[Dataset entries]

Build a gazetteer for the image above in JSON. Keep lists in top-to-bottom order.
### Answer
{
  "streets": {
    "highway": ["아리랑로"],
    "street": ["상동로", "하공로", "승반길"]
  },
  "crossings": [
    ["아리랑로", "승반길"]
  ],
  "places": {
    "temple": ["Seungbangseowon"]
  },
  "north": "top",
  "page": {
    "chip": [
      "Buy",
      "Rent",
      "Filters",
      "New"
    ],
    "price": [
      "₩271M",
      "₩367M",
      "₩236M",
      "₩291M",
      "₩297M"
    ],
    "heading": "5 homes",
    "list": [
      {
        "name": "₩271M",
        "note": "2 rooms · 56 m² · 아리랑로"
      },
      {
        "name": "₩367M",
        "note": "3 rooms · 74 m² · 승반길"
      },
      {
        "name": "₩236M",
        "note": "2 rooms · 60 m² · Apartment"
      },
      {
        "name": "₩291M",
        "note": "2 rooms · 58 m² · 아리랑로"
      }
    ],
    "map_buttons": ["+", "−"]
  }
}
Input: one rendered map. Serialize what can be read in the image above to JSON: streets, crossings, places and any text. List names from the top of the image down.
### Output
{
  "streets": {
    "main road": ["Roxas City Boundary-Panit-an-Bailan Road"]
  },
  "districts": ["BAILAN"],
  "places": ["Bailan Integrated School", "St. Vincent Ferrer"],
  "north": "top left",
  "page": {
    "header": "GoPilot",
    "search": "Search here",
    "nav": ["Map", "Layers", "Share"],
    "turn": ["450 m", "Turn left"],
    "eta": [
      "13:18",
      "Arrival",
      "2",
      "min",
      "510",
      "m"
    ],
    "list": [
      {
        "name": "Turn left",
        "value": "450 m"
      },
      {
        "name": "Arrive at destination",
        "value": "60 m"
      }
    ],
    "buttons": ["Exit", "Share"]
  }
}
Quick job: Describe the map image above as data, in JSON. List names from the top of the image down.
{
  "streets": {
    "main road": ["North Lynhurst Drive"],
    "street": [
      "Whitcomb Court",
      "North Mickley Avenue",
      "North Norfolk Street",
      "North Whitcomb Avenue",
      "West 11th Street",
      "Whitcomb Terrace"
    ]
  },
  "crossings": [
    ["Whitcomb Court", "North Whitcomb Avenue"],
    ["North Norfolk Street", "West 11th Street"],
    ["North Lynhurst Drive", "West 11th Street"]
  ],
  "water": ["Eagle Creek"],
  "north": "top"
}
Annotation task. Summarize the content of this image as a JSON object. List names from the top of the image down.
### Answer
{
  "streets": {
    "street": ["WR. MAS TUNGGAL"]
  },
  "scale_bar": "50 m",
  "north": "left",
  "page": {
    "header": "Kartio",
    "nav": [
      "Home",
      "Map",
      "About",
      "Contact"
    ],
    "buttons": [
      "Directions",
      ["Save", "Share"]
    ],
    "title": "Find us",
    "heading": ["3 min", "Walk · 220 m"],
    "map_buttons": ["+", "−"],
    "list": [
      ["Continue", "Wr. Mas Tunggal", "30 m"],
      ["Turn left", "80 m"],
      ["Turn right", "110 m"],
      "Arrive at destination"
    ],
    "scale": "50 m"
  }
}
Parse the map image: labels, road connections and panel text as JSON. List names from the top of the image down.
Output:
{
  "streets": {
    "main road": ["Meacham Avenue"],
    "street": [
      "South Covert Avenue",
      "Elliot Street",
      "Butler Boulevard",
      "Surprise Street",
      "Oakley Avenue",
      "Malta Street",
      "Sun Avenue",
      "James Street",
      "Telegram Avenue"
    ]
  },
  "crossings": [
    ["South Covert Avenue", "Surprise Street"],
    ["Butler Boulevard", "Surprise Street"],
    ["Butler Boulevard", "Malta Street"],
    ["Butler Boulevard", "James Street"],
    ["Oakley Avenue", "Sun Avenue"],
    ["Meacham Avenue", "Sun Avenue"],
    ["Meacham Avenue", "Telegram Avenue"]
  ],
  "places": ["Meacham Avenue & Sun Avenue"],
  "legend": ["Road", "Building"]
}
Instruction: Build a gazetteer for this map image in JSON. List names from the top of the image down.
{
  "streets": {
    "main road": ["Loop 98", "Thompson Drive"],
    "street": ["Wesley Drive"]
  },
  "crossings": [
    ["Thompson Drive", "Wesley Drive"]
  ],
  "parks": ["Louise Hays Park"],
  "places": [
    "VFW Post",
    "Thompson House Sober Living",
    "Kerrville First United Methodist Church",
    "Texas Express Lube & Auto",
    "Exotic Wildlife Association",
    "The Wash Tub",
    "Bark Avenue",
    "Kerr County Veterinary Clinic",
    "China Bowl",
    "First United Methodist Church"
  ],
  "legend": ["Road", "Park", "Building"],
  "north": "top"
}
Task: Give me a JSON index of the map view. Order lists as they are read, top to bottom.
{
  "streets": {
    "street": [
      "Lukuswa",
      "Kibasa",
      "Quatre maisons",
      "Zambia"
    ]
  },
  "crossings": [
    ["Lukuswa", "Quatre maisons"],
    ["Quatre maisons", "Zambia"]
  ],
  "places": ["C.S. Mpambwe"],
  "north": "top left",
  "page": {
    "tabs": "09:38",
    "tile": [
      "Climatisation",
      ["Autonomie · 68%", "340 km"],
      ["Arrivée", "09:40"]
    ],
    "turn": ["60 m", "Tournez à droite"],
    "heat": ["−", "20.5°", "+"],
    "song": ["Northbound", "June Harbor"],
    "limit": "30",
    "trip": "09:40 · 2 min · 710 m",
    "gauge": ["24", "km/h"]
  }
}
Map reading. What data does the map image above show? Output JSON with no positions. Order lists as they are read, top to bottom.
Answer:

TASK GOAL:
Write out each line above with the word "text".

EXERCISE OUTPUT:
Input: one rendered map. Serialize what can be read in the image above to JSON: streets, crossings, places and any text. List names from the top of the image down.
Parse the map image: labels, road connections and panel text as JSON. List names from the top of the image down.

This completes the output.